Last week, Tourism and Hospitality Industry Minister Dr Walter Mzembi said Government was still consulting with industry and the Reserve Bank of Zimbabwe and invoicing products in rands was being seriously considered.

“I have had two to three meetings on the behaviour of currencies, not just the US dollar and the rand but the entire gamut of multiple currencies in the basket, including a separate meeting with RBZ.

“The latter is very receptive to a cocktail of rand acceptance incentives, and the ball is in their court (industry players) to revert to me and RBZ before we make public pronouncements,” said Dr Mzembi.

Hospitality industry players are pushing the Zimbabwe Tourism Authority to resume Brand Zimbabwe campaigns, particularly in traditional source markets to boost arrivals.

Last year’s Zanu-PF Annual National People’s Conference, the President’s birthday celebrations, and the Sadc Summit helped improve the brand visibility for Victoria Falls.

In 1999, when the country recorded its highest ever number of arrivals — two million — Europe, America, Asia and the Middle East contributed 30 percent to the arrivals.

Last year, they accounted for only 14 percent of visitors.
Tourists from Europe and the United States spend an average of US$1 600 per person per visit against an estimated US$150 per person spent by their African peers.

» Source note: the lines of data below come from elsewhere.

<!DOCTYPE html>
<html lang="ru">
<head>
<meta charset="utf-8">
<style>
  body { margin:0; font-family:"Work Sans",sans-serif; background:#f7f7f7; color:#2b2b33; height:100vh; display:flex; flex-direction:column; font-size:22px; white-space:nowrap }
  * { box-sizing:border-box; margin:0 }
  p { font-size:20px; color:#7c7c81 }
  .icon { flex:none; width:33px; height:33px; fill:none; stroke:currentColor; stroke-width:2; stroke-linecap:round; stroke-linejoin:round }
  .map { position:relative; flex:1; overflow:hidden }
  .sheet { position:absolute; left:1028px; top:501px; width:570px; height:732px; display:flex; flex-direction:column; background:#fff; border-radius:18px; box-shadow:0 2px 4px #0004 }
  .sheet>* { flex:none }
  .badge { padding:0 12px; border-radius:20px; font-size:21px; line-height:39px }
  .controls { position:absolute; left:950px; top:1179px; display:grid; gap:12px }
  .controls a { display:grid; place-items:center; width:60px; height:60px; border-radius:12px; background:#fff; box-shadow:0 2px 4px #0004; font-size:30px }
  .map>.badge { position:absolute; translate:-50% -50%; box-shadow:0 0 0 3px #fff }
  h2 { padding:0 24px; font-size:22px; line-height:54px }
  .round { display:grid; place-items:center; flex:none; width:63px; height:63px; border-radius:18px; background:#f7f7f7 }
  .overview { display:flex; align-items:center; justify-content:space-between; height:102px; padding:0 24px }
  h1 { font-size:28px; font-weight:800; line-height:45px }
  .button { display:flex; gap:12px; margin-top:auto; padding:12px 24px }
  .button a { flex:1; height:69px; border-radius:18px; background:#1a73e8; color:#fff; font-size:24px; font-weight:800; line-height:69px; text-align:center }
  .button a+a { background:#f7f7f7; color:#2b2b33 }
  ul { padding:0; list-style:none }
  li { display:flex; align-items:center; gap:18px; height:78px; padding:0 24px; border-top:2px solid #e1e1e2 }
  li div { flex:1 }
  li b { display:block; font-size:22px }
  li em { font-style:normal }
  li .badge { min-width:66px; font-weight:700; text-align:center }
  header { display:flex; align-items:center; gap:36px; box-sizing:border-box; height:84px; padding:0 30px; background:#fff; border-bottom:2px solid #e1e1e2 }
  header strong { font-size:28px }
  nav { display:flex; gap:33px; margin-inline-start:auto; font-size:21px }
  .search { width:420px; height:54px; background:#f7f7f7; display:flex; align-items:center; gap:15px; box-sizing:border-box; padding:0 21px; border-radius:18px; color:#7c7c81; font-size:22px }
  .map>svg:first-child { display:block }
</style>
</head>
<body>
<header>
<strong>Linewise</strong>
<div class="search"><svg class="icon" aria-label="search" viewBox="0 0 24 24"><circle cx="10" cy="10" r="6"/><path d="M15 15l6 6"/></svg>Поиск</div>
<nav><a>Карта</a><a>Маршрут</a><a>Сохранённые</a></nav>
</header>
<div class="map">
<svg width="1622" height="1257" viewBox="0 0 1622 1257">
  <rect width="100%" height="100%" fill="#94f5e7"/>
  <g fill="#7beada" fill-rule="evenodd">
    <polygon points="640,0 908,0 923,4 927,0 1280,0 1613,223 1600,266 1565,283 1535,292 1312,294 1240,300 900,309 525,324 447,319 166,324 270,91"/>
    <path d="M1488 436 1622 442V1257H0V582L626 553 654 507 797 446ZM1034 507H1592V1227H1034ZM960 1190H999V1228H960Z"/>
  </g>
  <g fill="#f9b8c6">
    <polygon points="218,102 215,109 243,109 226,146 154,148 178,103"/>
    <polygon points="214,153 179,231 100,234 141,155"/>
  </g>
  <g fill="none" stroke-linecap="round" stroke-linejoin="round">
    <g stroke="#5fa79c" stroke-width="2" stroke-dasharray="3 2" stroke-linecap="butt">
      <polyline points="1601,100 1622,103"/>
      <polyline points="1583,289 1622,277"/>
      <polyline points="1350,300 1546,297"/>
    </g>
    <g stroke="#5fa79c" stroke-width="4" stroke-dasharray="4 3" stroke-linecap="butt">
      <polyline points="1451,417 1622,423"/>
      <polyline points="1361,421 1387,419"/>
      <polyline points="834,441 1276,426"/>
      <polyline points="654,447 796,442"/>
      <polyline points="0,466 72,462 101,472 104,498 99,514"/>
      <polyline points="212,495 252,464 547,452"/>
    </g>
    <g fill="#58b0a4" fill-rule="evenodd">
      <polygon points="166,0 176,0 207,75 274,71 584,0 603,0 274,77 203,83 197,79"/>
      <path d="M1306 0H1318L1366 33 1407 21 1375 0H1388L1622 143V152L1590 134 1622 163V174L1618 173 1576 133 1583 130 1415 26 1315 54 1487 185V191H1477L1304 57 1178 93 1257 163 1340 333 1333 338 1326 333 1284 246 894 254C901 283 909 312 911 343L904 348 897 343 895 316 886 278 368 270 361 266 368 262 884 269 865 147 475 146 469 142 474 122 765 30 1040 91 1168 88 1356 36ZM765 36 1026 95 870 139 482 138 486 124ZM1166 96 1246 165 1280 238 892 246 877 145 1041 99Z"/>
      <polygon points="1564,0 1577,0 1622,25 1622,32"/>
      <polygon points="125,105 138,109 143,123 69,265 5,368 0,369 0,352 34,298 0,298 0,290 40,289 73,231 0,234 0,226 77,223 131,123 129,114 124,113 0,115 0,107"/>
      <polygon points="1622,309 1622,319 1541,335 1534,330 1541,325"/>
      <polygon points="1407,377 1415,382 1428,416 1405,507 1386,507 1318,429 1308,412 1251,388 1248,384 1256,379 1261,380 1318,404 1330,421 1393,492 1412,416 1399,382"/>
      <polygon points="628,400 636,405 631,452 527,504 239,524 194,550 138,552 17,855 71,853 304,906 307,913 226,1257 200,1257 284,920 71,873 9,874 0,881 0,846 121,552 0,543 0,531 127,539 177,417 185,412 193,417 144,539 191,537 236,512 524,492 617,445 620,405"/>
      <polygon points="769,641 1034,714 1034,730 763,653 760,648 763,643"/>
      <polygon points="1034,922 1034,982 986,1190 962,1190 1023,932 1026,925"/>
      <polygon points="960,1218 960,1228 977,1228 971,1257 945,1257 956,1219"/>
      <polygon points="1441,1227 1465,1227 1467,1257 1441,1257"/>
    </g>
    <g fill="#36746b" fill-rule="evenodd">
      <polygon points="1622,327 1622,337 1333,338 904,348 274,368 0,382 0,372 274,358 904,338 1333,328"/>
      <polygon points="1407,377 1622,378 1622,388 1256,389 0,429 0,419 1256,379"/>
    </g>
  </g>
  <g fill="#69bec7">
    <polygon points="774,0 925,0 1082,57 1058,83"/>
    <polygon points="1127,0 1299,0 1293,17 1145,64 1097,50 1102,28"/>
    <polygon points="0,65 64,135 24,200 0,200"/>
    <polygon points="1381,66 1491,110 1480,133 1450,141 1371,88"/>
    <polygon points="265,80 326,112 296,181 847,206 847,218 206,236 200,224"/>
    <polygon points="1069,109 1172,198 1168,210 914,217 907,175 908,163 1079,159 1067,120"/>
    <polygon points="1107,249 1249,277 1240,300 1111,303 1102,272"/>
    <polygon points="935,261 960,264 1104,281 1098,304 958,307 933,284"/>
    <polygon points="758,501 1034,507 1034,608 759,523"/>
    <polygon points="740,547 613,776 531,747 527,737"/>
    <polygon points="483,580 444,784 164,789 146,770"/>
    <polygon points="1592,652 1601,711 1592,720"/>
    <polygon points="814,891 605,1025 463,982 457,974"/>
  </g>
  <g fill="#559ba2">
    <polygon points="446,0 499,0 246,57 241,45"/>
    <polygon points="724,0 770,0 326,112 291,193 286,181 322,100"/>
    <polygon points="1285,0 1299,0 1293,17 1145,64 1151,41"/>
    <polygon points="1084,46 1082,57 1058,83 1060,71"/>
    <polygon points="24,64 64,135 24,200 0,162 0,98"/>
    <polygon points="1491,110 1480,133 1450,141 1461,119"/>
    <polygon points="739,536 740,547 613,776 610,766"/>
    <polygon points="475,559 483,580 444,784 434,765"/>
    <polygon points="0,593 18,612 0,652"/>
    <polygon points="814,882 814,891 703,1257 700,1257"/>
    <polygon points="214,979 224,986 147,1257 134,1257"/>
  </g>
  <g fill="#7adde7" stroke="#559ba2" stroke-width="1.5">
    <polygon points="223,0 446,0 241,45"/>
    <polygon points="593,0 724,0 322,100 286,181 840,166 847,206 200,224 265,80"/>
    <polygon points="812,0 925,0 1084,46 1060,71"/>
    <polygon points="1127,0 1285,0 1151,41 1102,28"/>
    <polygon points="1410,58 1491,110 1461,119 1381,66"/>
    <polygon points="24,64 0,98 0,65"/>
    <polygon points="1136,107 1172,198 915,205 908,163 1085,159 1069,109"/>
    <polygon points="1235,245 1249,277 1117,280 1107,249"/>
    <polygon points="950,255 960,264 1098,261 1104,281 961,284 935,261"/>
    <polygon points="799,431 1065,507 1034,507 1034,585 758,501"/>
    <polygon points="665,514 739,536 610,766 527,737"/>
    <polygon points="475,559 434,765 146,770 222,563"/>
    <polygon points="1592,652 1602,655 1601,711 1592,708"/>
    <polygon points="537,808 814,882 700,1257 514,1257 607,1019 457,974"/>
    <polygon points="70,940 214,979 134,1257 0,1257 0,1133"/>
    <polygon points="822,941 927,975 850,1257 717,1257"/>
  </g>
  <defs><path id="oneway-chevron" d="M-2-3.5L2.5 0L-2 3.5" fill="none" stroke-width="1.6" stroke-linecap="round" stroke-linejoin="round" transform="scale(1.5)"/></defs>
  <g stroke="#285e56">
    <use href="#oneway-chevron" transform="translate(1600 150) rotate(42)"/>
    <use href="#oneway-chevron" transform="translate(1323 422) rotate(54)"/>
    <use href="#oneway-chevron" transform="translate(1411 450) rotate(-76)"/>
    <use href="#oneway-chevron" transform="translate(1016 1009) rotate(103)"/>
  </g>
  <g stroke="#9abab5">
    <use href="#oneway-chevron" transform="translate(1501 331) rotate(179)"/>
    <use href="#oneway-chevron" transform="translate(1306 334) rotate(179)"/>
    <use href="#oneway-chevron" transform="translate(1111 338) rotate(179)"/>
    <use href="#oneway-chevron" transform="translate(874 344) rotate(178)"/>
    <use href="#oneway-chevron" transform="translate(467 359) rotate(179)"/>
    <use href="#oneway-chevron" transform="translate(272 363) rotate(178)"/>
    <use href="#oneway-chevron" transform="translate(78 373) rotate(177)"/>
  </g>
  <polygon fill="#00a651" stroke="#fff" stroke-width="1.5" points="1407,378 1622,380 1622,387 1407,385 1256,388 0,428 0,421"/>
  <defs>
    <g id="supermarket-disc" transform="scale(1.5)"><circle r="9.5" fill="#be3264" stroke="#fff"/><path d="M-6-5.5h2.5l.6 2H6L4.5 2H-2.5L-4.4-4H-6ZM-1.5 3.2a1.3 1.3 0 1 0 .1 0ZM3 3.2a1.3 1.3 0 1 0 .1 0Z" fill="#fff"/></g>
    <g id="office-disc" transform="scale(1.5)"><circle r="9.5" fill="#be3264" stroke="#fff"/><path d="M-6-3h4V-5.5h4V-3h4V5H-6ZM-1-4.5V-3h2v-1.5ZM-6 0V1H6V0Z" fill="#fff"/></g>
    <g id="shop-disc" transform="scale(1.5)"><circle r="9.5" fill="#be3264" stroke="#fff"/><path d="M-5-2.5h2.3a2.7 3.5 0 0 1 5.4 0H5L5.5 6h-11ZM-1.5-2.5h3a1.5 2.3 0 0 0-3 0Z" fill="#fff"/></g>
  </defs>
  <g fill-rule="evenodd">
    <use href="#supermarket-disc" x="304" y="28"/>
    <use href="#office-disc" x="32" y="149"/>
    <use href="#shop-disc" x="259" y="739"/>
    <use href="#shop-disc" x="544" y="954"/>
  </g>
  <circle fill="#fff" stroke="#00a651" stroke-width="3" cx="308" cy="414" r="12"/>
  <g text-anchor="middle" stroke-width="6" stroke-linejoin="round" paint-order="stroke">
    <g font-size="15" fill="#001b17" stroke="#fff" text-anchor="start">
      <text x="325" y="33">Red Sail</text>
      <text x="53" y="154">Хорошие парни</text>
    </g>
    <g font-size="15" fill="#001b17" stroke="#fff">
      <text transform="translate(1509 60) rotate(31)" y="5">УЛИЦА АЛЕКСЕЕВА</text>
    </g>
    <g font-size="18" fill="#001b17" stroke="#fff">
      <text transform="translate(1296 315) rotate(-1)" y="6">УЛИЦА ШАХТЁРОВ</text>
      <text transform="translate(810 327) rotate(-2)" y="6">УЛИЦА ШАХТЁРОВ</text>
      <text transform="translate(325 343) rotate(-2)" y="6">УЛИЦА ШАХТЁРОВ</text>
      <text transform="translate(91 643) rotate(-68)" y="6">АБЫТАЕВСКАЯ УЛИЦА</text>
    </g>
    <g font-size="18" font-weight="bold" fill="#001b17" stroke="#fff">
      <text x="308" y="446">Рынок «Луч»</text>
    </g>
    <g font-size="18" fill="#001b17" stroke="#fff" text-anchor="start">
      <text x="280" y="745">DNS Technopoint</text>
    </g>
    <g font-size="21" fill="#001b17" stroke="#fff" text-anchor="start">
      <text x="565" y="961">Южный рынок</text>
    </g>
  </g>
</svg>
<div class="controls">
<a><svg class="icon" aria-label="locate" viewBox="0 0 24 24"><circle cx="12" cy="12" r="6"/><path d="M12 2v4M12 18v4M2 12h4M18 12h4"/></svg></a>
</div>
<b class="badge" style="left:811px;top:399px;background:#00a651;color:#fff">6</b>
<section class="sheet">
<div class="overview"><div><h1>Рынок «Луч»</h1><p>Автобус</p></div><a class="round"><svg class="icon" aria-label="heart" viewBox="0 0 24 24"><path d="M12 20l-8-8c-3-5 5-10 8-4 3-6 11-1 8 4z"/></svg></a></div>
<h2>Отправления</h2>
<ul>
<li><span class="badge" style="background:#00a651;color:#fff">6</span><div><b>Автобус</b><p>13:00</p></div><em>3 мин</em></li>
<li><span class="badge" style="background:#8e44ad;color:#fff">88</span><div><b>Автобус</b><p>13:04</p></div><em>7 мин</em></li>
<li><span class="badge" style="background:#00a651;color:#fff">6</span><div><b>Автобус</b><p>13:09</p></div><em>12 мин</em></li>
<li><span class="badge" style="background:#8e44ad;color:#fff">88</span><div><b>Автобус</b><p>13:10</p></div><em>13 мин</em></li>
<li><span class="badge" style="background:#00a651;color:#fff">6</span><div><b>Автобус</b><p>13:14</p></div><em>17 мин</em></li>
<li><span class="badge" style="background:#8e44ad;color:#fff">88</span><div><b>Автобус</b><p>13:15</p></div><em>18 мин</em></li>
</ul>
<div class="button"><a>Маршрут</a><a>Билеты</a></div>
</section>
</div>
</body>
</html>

Zimbabwe and Angola account for eight percent each of tourists visiting Africa compared to South Africa, which hosts 42 percent, and Mozambique and Botswana at nine percent.

It is hoped the increase in airlines servicing the local route will help to improve arrivals. Unconfirmed reports suggest that about seven international airlines have enquired on the possibility of flying directly into Victoria Falls where there is a new state-of-the-art airport.

Should the move materialise, that would see tourist arrivals picking up as air transport is considered critical in promoting destinations.